*What the exercise asks*.
Every line below that holds the string "view" should be copied.

Stored data:
'''

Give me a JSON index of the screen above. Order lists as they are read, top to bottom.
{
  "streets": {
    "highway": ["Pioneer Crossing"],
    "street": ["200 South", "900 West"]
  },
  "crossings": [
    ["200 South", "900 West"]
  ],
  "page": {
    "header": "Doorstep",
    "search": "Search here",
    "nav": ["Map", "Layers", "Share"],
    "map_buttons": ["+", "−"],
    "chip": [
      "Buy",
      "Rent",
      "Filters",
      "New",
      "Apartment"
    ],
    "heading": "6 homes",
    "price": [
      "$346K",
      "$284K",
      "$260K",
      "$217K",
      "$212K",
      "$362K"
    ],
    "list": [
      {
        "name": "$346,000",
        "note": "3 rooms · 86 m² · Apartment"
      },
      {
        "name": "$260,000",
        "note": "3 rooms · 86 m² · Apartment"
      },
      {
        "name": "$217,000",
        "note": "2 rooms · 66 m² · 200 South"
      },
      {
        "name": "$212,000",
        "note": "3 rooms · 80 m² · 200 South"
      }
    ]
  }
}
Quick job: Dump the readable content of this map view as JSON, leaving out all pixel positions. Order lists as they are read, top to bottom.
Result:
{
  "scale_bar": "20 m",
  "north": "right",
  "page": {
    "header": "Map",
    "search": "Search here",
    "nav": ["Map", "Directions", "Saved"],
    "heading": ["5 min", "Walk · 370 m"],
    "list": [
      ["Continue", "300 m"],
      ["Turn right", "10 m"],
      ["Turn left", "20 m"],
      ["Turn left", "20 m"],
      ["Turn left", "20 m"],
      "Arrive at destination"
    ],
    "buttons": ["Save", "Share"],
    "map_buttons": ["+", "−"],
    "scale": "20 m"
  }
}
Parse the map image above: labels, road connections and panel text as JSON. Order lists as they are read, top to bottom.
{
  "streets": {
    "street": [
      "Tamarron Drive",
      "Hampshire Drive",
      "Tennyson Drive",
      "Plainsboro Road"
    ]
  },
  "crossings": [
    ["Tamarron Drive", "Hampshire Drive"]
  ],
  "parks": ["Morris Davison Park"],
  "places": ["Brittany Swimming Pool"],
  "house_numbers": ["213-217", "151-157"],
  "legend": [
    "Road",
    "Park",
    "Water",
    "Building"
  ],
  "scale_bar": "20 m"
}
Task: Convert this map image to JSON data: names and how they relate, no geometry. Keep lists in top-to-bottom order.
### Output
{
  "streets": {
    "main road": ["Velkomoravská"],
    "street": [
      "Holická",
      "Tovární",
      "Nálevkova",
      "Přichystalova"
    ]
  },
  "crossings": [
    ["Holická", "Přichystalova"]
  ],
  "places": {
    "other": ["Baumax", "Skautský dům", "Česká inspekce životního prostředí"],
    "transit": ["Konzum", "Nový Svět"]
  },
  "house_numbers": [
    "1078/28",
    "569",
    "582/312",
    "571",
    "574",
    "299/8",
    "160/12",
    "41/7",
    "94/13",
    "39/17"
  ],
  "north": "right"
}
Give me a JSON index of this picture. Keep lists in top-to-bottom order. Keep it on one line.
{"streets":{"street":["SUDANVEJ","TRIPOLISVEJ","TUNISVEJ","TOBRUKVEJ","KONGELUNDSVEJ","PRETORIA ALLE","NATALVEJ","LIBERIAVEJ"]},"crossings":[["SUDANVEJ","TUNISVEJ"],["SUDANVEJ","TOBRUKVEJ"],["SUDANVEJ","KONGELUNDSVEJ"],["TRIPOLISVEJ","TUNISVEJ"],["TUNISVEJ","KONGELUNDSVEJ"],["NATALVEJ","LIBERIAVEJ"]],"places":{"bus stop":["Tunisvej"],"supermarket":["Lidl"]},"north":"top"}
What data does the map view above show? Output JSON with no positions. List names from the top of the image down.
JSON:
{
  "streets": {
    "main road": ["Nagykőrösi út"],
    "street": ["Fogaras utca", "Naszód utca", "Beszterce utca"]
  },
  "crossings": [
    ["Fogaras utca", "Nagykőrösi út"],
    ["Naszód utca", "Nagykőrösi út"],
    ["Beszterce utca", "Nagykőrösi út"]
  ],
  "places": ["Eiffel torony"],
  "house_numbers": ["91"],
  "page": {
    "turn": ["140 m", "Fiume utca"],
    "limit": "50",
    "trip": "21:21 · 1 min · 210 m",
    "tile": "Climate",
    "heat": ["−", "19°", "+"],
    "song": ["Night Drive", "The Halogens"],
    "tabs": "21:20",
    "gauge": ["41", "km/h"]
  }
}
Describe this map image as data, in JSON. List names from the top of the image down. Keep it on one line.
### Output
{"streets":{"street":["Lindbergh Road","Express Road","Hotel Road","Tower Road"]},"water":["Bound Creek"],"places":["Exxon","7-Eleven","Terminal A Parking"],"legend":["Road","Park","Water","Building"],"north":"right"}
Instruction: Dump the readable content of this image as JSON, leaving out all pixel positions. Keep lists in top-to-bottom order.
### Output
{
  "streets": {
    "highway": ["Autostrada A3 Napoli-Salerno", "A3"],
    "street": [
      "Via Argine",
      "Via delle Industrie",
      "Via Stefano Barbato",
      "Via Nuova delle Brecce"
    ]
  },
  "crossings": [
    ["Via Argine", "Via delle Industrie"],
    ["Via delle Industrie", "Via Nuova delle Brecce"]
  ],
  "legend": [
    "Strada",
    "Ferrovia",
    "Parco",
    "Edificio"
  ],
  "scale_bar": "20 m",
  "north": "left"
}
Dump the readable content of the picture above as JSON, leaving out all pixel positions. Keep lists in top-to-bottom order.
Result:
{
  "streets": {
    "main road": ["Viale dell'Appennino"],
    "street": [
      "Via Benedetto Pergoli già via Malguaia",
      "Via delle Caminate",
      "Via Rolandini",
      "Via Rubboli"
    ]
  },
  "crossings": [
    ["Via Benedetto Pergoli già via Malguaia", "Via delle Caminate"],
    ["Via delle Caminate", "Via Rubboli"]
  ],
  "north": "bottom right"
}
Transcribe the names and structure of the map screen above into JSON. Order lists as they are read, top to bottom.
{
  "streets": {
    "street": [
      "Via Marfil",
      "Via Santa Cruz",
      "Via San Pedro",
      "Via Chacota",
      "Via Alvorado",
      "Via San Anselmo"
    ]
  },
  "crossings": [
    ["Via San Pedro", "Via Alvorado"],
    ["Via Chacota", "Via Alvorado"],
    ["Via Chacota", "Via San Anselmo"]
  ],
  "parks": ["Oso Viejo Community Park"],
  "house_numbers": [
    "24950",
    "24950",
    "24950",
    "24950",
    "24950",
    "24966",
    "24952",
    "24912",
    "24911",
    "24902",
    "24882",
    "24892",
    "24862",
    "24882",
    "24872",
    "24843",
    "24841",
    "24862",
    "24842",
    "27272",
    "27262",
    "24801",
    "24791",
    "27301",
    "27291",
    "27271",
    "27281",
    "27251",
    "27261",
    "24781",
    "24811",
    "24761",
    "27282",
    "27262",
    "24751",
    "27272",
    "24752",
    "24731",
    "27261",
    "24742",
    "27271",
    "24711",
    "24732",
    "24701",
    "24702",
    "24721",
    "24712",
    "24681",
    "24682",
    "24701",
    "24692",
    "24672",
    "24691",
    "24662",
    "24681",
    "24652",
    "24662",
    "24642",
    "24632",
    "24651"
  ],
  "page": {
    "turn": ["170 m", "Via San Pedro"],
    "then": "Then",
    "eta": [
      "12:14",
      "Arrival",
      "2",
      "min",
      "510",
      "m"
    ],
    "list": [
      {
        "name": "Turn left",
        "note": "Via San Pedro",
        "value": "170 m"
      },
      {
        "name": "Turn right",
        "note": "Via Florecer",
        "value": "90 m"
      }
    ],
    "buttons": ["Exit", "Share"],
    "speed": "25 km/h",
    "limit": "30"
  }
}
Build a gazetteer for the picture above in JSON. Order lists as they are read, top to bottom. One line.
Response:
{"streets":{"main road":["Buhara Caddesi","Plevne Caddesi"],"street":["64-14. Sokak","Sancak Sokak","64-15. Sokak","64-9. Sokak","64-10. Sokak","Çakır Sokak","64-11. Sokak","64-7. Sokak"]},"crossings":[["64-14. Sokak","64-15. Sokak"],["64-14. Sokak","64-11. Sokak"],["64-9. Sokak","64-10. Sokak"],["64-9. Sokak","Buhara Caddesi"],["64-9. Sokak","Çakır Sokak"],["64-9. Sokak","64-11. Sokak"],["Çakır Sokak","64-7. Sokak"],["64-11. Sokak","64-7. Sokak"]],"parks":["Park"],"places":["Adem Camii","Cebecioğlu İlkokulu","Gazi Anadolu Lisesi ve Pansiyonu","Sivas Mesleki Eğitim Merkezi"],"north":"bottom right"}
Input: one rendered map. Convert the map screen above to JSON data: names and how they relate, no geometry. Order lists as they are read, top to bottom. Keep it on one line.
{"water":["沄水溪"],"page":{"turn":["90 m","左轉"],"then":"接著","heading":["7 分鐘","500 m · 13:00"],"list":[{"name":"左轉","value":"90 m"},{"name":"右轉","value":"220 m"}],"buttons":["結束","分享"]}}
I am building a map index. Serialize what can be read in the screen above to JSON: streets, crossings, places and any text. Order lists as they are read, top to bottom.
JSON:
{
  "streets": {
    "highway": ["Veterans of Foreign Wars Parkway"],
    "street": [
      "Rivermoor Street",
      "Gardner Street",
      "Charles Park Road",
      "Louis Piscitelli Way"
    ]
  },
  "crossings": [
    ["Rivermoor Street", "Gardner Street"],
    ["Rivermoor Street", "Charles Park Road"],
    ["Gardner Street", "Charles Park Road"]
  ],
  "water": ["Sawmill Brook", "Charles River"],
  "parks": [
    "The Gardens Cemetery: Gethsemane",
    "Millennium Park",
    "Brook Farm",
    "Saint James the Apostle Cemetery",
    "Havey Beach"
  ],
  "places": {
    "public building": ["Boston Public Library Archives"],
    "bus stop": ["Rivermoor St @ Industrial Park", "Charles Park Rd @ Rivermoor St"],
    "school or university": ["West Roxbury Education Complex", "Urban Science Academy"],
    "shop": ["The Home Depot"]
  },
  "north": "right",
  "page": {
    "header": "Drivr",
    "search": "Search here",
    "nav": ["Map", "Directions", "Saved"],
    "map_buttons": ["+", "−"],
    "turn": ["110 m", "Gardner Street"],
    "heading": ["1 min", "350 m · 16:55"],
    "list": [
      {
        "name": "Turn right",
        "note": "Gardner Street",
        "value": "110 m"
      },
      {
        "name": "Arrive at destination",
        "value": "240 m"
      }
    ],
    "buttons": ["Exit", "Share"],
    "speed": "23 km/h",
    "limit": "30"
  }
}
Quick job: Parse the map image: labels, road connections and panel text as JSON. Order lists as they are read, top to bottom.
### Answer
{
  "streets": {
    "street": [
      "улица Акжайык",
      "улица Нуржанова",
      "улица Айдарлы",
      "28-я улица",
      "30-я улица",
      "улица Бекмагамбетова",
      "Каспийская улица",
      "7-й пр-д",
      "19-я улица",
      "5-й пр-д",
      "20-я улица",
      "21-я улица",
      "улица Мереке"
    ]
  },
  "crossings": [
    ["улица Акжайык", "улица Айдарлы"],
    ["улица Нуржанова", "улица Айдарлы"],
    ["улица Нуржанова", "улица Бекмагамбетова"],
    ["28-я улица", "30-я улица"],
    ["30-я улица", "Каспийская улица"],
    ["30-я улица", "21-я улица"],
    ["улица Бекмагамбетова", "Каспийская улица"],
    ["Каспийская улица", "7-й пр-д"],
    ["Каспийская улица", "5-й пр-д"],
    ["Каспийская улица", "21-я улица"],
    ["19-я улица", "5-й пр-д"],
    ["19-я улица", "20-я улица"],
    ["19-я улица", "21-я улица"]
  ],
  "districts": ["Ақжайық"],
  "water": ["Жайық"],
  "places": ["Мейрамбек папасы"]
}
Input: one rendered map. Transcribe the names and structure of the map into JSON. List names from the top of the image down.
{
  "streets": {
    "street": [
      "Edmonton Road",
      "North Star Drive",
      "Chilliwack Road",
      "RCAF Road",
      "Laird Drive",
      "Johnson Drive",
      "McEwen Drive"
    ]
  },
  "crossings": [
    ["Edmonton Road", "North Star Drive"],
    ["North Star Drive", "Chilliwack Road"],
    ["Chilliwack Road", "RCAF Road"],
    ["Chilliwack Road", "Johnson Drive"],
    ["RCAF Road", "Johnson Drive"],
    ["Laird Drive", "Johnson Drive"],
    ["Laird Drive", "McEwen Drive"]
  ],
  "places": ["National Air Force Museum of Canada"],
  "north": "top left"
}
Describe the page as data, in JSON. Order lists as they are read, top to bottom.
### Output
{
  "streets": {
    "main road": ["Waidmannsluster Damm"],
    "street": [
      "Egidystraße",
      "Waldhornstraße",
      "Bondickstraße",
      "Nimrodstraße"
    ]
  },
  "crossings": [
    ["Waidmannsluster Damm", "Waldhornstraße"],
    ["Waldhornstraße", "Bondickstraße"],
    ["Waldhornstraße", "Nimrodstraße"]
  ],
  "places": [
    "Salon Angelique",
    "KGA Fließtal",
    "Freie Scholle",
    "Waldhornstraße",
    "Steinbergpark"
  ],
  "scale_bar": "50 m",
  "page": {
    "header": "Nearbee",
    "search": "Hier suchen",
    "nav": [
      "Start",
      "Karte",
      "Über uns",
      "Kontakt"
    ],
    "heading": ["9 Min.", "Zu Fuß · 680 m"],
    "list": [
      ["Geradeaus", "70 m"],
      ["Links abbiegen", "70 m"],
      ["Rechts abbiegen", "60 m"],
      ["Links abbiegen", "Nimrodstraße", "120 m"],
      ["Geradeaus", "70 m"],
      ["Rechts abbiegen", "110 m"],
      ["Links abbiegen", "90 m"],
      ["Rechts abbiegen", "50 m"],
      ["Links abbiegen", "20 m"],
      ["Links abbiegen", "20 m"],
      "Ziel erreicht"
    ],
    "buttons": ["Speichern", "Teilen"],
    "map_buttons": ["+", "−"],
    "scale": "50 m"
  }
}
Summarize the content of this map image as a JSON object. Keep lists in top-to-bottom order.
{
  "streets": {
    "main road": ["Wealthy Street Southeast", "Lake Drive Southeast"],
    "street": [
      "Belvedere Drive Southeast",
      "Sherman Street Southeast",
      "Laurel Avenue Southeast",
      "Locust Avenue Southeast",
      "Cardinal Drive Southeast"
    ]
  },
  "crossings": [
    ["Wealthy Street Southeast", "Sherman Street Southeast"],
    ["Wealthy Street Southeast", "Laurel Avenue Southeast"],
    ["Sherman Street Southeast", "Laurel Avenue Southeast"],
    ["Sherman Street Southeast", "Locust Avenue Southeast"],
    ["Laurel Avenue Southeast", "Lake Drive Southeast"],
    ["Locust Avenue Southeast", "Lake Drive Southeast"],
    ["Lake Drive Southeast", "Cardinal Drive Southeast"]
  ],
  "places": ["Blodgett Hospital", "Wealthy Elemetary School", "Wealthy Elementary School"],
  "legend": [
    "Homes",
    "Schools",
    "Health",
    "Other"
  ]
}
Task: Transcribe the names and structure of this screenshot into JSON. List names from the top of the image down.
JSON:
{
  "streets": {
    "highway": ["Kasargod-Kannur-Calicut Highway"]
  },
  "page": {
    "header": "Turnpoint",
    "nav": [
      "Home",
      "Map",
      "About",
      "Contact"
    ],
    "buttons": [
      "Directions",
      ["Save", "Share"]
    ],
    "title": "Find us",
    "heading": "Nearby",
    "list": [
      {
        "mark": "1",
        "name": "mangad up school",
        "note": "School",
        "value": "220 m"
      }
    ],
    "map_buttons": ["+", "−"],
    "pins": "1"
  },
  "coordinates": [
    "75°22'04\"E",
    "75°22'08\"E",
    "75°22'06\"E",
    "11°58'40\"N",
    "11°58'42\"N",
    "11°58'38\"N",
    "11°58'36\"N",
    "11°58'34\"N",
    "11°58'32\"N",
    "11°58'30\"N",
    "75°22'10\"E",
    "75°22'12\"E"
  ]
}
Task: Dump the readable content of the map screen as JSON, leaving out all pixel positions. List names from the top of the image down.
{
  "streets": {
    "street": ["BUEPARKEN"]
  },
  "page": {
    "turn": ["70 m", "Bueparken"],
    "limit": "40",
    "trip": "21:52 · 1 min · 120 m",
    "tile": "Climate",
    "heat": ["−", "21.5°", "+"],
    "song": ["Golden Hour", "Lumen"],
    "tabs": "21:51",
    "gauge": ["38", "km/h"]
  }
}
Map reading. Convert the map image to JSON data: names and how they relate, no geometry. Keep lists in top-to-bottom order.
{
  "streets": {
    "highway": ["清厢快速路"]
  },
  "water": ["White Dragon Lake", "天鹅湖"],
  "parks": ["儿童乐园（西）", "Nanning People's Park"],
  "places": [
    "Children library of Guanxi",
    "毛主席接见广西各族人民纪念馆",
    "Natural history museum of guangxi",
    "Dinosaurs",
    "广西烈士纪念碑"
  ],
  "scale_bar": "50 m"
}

'''

*Written solution*.
Quick job: Dump the readable content of this map view as JSON, leaving out all pixel positions. Order lists as they are read, top to bottom.
What data does the map view above show? Output JSON with no positions. List names from the top of the image down.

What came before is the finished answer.